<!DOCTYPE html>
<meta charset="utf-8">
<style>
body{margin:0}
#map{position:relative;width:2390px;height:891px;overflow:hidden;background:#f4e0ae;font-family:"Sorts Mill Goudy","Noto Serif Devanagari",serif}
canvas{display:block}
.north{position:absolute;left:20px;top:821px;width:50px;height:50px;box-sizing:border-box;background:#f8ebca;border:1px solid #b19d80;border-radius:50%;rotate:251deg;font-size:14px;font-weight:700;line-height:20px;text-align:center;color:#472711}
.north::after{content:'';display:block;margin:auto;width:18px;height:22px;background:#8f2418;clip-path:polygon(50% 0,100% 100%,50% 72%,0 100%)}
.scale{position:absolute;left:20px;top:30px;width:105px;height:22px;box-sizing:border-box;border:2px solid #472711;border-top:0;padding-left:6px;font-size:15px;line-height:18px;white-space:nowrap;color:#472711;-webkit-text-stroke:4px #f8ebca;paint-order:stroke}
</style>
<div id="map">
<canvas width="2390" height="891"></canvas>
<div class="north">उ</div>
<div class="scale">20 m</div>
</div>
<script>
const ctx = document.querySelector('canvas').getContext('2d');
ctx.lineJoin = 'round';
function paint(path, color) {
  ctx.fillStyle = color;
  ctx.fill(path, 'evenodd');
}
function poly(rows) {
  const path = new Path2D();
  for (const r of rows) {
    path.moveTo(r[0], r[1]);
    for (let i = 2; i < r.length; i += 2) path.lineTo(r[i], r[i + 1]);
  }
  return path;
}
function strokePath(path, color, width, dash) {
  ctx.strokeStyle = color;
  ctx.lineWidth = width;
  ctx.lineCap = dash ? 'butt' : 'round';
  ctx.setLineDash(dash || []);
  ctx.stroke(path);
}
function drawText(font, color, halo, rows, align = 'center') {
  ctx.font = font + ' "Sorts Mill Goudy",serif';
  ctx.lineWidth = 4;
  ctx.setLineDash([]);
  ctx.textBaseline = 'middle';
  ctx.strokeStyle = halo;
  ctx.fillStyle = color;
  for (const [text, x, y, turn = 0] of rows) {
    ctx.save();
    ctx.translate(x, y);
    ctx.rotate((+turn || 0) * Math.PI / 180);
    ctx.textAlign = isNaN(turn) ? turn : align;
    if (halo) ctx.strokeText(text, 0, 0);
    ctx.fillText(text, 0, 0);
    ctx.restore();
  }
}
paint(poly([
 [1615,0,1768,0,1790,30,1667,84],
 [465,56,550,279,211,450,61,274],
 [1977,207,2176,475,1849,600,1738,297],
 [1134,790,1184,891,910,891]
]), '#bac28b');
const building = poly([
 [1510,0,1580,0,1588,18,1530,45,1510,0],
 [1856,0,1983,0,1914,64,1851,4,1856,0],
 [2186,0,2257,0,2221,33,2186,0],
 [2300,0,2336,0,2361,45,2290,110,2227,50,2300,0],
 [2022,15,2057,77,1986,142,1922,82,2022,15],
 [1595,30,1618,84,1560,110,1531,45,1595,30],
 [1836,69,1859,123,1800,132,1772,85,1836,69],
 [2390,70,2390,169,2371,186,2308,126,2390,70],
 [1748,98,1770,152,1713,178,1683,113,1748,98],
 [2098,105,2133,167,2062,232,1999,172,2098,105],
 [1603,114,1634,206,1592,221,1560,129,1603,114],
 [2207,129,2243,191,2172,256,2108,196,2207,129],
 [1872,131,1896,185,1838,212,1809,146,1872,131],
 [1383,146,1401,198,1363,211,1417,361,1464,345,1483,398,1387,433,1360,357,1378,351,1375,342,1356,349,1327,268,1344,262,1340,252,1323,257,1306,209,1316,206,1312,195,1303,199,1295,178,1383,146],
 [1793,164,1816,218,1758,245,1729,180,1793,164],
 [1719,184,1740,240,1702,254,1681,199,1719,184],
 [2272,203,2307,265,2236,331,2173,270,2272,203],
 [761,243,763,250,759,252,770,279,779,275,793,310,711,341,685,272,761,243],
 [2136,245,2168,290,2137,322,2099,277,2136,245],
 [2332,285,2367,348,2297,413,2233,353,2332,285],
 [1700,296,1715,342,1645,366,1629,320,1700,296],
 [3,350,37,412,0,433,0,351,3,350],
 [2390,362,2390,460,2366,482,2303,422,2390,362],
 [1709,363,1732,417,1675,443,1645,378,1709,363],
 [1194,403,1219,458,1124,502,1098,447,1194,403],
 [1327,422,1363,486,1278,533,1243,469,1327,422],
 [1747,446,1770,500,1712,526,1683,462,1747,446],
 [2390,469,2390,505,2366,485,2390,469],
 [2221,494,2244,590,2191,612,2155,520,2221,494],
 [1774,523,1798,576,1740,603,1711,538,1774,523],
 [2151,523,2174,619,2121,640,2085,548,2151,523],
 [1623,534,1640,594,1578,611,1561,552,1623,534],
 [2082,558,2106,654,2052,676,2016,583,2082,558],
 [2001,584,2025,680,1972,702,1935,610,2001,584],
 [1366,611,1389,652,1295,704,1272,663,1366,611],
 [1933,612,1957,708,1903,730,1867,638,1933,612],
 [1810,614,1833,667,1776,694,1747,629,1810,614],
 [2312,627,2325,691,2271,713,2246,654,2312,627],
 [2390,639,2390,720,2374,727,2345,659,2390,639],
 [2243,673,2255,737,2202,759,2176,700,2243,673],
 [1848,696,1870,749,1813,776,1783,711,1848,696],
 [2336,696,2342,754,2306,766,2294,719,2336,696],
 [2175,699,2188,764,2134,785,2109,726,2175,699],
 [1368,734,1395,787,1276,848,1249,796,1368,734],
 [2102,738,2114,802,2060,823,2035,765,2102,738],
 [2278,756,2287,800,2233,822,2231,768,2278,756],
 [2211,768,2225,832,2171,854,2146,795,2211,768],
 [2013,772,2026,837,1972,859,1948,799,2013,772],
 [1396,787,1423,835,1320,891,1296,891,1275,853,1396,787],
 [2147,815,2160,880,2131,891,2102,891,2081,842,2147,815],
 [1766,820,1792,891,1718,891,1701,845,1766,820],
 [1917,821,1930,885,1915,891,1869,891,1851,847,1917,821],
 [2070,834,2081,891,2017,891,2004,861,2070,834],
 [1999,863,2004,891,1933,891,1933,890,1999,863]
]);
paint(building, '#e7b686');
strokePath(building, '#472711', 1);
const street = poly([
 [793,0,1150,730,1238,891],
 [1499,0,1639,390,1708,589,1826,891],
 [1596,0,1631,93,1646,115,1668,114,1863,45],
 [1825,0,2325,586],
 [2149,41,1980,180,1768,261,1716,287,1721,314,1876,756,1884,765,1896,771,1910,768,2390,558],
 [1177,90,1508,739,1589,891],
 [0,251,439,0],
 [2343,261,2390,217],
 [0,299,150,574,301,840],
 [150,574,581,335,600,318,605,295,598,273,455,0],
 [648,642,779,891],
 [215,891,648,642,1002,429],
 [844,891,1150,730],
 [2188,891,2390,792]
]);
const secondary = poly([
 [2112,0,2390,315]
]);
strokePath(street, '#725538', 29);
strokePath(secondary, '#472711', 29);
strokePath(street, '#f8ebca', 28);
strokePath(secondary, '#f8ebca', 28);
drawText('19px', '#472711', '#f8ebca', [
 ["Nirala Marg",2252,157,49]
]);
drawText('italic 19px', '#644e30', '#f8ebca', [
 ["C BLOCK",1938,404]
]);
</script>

→ What is expected:
Word for word, restate the listing above from its first line to the line with "ctx.lineWidth = width;", keeping both.

→ Exercise response:
<!DOCTYPE html>
<meta charset="utf-8">
<style>
body{margin:0}
#map{position:relative;width:2390px;height:891px;overflow:hidden;background:#f4e0ae;font-family:"Sorts Mill Goudy","Noto Serif Devanagari",serif}
canvas{display:block}
.north{position:absolute;left:20px;top:821px;width:50px;height:50px;box-sizing:border-box;background:#f8ebca;border:1px solid #b19d80;border-radius:50%;rotate:251deg;font-size:14px;font-weight:700;line-height:20px;text-align:center;color:#472711}
.north::after{content:'';display:block;margin:auto;width:18px;height:22px;background:#8f2418;clip-path:polygon(50% 0,100% 100%,50% 72%,0 100%)}
.scale{position:absolute;left:20px;top:30px;width:105px;height:22px;box-sizing:border-box;border:2px solid #472711;border-top:0;padding-left:6px;font-size:15px;line-height:18px;white-space:nowrap;color:#472711;-webkit-text-stroke:4px #f8ebca;paint-order:stroke}
</style>
<div id="map">
<canvas width="2390" height="891"></canvas>
<div class="north">उ</div>
<div class="scale">20 m</div>
</div>
<script>
const ctx = document.querySelector('canvas').getContext('2d');
ctx.lineJoin = 'round';
function paint(path, color) {
  ctx.fillStyle = color;
  ctx.fill(path, 'evenodd');
}
function poly(rows) {
  const path = new Path2D();
  for (const r of rows) {
    path.moveTo(r[0], r[1]);
    for (let i = 2; i < r.length; i += 2) path.lineTo(r[i], r[i + 1]);
  }
  return path;
}
function strokePath(path, color, width, dash) {
  ctx.strokeStyle = color;
  ctx.lineWidth = width;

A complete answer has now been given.